施工法は、山をくり抜いてトンネルを通すNATM(ナトム)*だ。施工手順は、冒頭で述べたように、まず切羽にいくつかの孔を開けて火薬を装填し、発破をかける。砕け散った岩石(ズリ)を搬出した後、掘削面に一次コンクリートを吹き付け、アーチ型の鋼製支保工を建て込む。そこに二次コンクリートを吹き付けた後、内側から放射状にロックボルトを打ち込み、岩盤に締め付ける。これを繰り返しながら掘り進んでいく。最後に、防水シートを設置して覆工コンクリートを打設し表面を仕上げる。
*NATMの施工手順はこちらから。建設の“なぜ”トンネル篇Q2の山岳トンネル工法をご覧ください
https://chizu.taisei.co.jp/tech/construction/02.html
作業所が取り入れている新技術は、これら一連の作業の省人・省力化を可能とし、安全性向上にも寄与する。その一つが「フルオートコンピュータジャンボ」だ。切羽に削孔(火薬装填用の孔を開けること)する重機「ドリルジャンボ」をコンピュータ制御により自動化したもので、従来は3人で行っていた作業が1人の操作で済むようになった。削孔時間を10%短縮できる上、切羽に人が近づかないことから安全性も高まる。「従来、ドリルジャンボを使い手動で行っていた削孔が、全て自動化できれば、NATMの進化につながります」と浅井所長は語る。

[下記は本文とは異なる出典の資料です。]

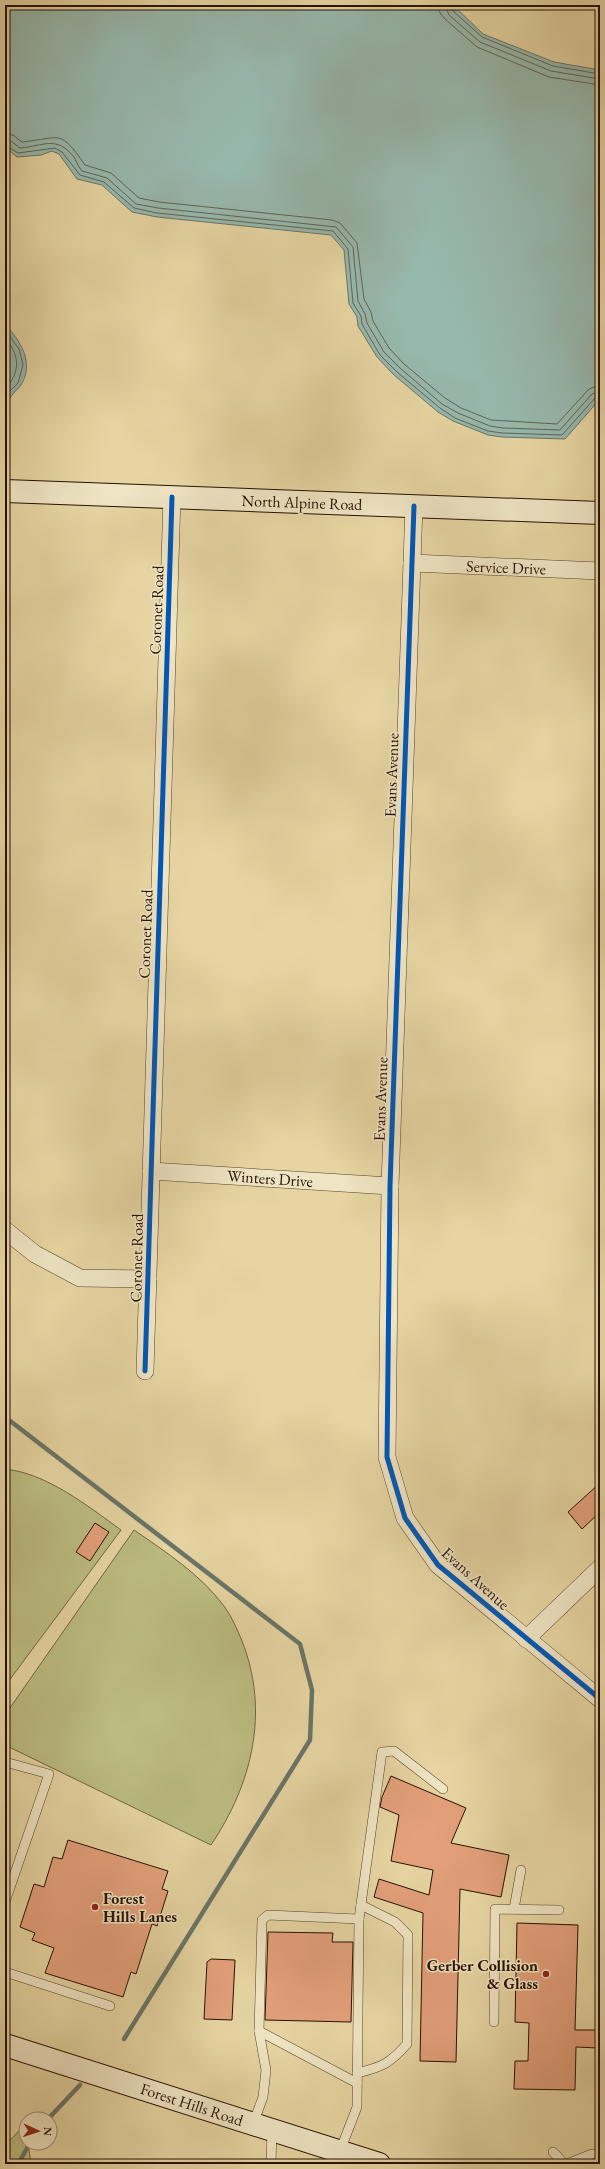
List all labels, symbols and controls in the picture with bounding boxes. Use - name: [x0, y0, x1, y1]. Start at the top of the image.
- street label: North Alpine Road: [241, 490, 364, 515]
- street label: Service Drive: [466, 556, 546, 579]
- street label: Coronet Road: [144, 564, 169, 655]
- street label: Evans Avenue: [380, 732, 403, 818]
- street label: Coronet Road: [133, 888, 158, 979]
- street label: Evans Avenue: [369, 1056, 392, 1142]
- street label: Winters Drive: [226, 1165, 314, 1192]
- street label: Coronet Road: [125, 1212, 148, 1303]
- street label: Evans Avenue: [437, 1542, 514, 1614]
- place label: Forest Hills Lanes: [103, 1888, 177, 1927]
- marker: Forest Hills Lanes: [90, 1902, 100, 1912]
- place label: Gerber Collision & Glass: [427, 1955, 538, 1994]
- marker: Gerber Collision & Glass: [541, 1969, 551, 1979]
- street label: Forest Hills Road: [138, 2078, 247, 2131]
- north arrow: [18, 2111, 58, 2151]
- text: N: [41, 2127, 55, 2136]

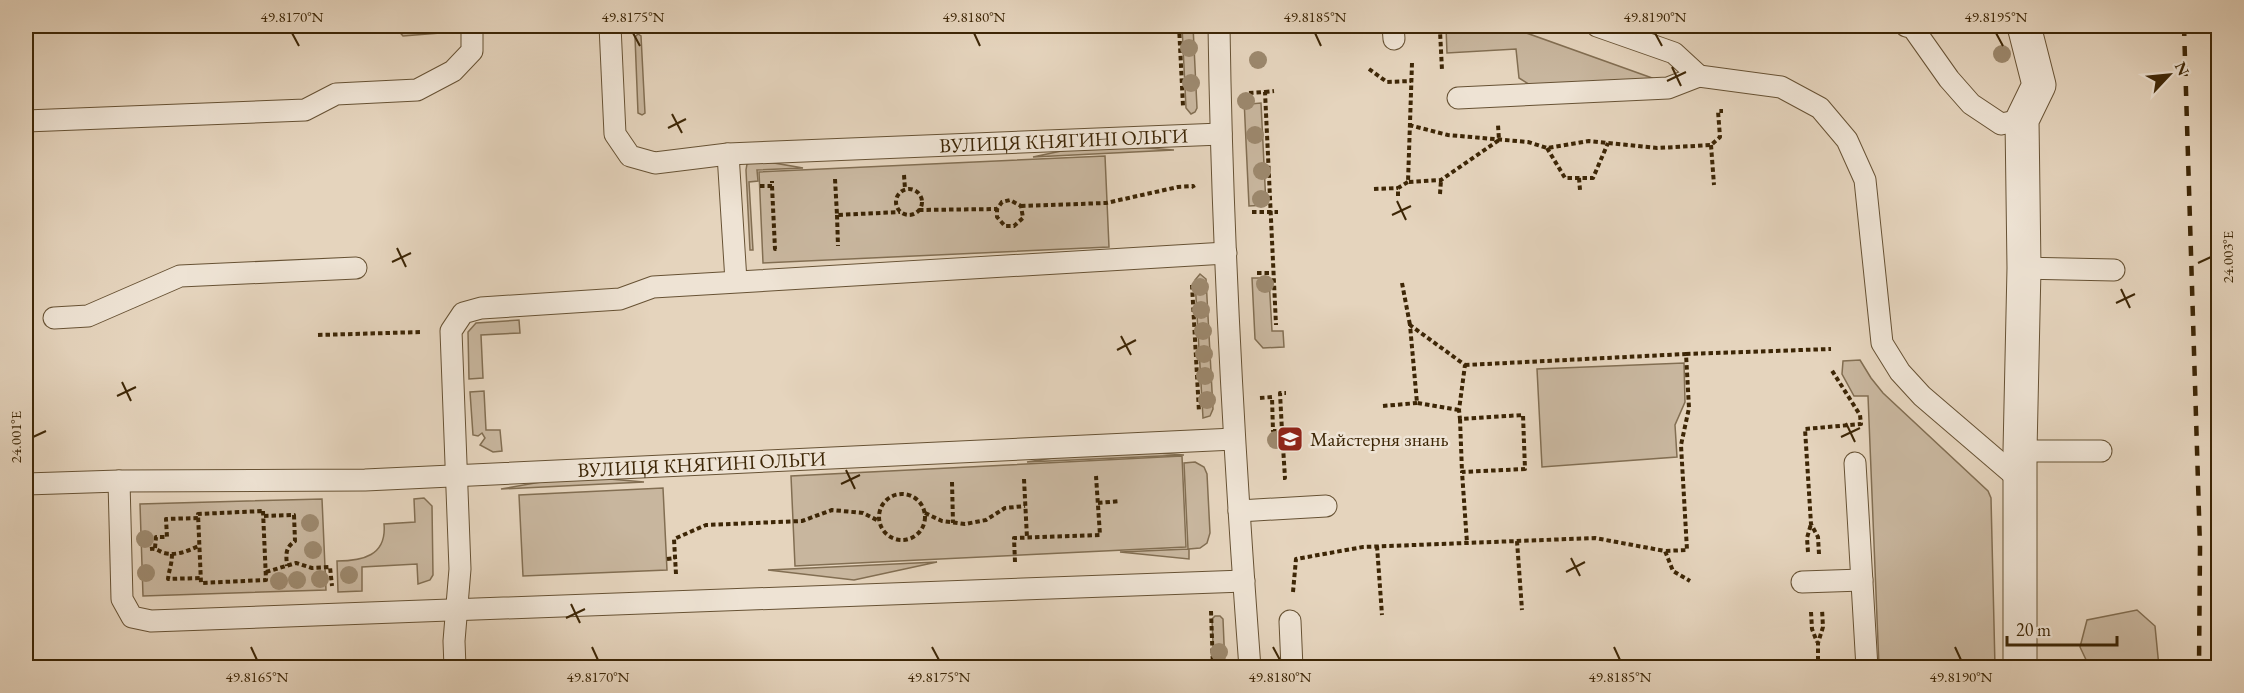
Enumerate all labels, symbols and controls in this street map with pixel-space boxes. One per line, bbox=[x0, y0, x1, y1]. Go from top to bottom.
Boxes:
text: 49.8170°N bbox=[261, 7, 324, 26]
text: 49.8175°N bbox=[602, 7, 665, 26]
text: 49.8180°N bbox=[943, 7, 1006, 26]
text: 49.8185°N bbox=[1284, 7, 1347, 26]
text: 49.8190°N bbox=[1624, 7, 1687, 26]
text: 49.8195°N bbox=[1965, 7, 2028, 26]
north arrow bbox=[2139, 45, 2199, 105]
text: N bbox=[2170, 58, 2194, 79]
street label: ВУЛИЦЯ КНЯГИНІ ОЛЬГИ bbox=[939, 122, 1188, 158]
text: 24.003°E bbox=[2218, 230, 2237, 283]
text: 24.001°E bbox=[6, 410, 25, 463]
school or university icon: Майстерня знань bbox=[1275, 424, 1305, 454]
place label: Майстерня знань bbox=[1310, 426, 1449, 452]
street label: ВУЛИЦЯ КНЯГИНІ ОЛЬГИ bbox=[577, 445, 826, 483]
scale bar bbox=[2007, 609, 2116, 647]
text: 20 m bbox=[2016, 618, 2051, 641]
text: 49.8165°N bbox=[226, 667, 289, 686]
text: 49.8170°N bbox=[567, 667, 630, 686]
text: 49.8175°N bbox=[908, 667, 971, 686]
text: 49.8180°N bbox=[1249, 667, 1312, 686]
text: 49.8185°N bbox=[1589, 667, 1652, 686]
text: 49.8190°N bbox=[1930, 667, 1993, 686]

もう一つの新技術は、ズリ出し用のベルトコンベアの搬送ベルトの傷情報(傷の位置、大きさ、深さ)をリアルタイムで監視する連続ベルトコンベア計測・管理システム「ベルコンスキャナ®」だ。トンネル工事にベルトコンベアを導入すると、狭い坑道をズリ出しのダンプが頻繁に往来する必要がなくなり安全だ。ただ、ズリの角が当たるなどベルトが損傷すると、復旧作業に時間と手間が掛かる。「このシステムではベルトの傷を非接触・高速・高精度に検知できるため、メンテナンスの効率化が図れ、工事の中断が防げます。データをクラウドにあげることでどこからでも確認できるようになっています」(浅井所長)。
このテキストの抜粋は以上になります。